As of Sunday, April 29, 2012
© Copyright 2013
Albany Herald
Shandreka T. Watson’s family offered a $5,000 reward to anyone who could give information leading to the arrest and conviction of her killer. Holding Watson’s picture are, from left, Julius Pratt, Watson’s father, John Franklin, stepfather, Watson’s 3-year-old son and his grandmother Alisa Franklin.

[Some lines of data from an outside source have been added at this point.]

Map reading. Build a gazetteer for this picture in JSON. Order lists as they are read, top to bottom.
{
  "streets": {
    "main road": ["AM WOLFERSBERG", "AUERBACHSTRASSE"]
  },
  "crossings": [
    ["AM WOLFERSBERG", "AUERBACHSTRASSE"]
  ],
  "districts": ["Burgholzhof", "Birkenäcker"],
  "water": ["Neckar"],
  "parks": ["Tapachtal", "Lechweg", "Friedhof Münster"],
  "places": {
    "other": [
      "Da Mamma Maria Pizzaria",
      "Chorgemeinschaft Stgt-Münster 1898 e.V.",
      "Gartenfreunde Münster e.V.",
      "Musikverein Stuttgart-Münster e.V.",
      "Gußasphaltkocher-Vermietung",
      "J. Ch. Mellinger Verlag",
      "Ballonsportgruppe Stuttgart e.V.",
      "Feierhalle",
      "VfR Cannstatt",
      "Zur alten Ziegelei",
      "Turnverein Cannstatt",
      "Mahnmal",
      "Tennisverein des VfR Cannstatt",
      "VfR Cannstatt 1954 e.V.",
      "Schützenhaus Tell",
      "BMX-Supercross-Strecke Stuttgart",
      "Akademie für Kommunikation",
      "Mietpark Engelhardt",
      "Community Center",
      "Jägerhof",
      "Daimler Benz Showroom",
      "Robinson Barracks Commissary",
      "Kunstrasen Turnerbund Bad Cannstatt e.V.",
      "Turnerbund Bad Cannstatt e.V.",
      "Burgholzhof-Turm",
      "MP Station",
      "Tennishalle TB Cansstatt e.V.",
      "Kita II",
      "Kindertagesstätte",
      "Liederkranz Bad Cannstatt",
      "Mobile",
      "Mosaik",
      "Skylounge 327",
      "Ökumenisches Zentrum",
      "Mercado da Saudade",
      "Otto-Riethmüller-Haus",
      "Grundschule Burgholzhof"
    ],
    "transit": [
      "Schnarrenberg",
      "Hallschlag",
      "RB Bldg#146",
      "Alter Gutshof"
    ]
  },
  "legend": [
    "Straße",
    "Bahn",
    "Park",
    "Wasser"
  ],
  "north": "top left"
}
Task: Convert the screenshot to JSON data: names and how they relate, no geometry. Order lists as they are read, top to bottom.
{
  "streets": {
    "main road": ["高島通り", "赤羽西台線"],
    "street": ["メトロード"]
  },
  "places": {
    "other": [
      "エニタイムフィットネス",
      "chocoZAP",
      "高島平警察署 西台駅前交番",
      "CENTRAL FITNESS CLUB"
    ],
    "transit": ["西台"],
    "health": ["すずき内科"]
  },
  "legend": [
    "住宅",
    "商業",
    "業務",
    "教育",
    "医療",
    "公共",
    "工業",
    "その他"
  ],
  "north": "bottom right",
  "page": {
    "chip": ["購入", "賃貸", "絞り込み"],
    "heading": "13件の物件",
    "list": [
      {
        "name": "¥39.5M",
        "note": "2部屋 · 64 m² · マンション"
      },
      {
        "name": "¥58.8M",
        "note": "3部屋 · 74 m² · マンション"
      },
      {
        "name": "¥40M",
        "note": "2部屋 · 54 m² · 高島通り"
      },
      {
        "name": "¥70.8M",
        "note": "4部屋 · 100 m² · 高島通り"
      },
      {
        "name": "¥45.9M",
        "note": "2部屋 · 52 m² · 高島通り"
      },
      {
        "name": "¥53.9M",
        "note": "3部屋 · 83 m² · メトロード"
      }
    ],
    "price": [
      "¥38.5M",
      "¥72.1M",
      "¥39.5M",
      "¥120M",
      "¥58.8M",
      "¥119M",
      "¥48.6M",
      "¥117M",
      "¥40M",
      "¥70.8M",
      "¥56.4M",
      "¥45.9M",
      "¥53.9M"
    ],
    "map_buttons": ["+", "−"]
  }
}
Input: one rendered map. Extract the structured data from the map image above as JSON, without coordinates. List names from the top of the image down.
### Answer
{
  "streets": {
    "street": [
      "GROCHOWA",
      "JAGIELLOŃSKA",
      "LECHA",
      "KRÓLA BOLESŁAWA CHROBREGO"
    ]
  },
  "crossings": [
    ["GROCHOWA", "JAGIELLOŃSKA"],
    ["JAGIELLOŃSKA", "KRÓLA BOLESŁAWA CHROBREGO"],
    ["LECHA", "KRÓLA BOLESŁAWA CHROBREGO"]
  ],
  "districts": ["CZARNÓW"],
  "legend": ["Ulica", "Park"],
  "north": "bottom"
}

ALBANY — When Alijah Watson was 15 months old in June of 2010, someone strangled his mother to death. He was the only other person to hear the attack.
Now 3 years old, Alijah doesn’t really know what his family talks about when they ask for help to find who killed his mother, 24-year-old Shandreka Watson.
“It has been two years since she was killed. We hope to find out what happened to her,” said Alisa Franklin, who, with her husband John is looking after Alijah. “We have no answers. I’m sure someone has to know who did this.”
According to police reports, Watson was alone with her son at 1205 Citrus Court when she was killed. The lack of forced entry evidence led police to believe that she opened the door for and probably knew her killer.
At a meeting with the family, grief dripped from every word the Franklins and Watson’s father, Julius Pratt, said. There was someone missing from their lives. They wanted to know why.
“I just want to know what happened,” Pratt said. “Who could take a life like that?”
The case has gone cold, but it is not being pushed aside, said Albany Police Department Detective Darrel Laster. Fresh eyes have been assigned the case, but Laster continues to think about and investigate the case.
“It bothers me even though I’m now off the case,” Laster said. “Someone did this and was never brought to justice. I can’t forget it.”
The family has offered a $5,000 reward for the arrest and conviction in the murder. That reward still stands.
What may not be standing are the relationships that have kept information from reaching the police. Many times someone who knows about a crime becomes alienated or angry with the guilty party. Then the facts come out.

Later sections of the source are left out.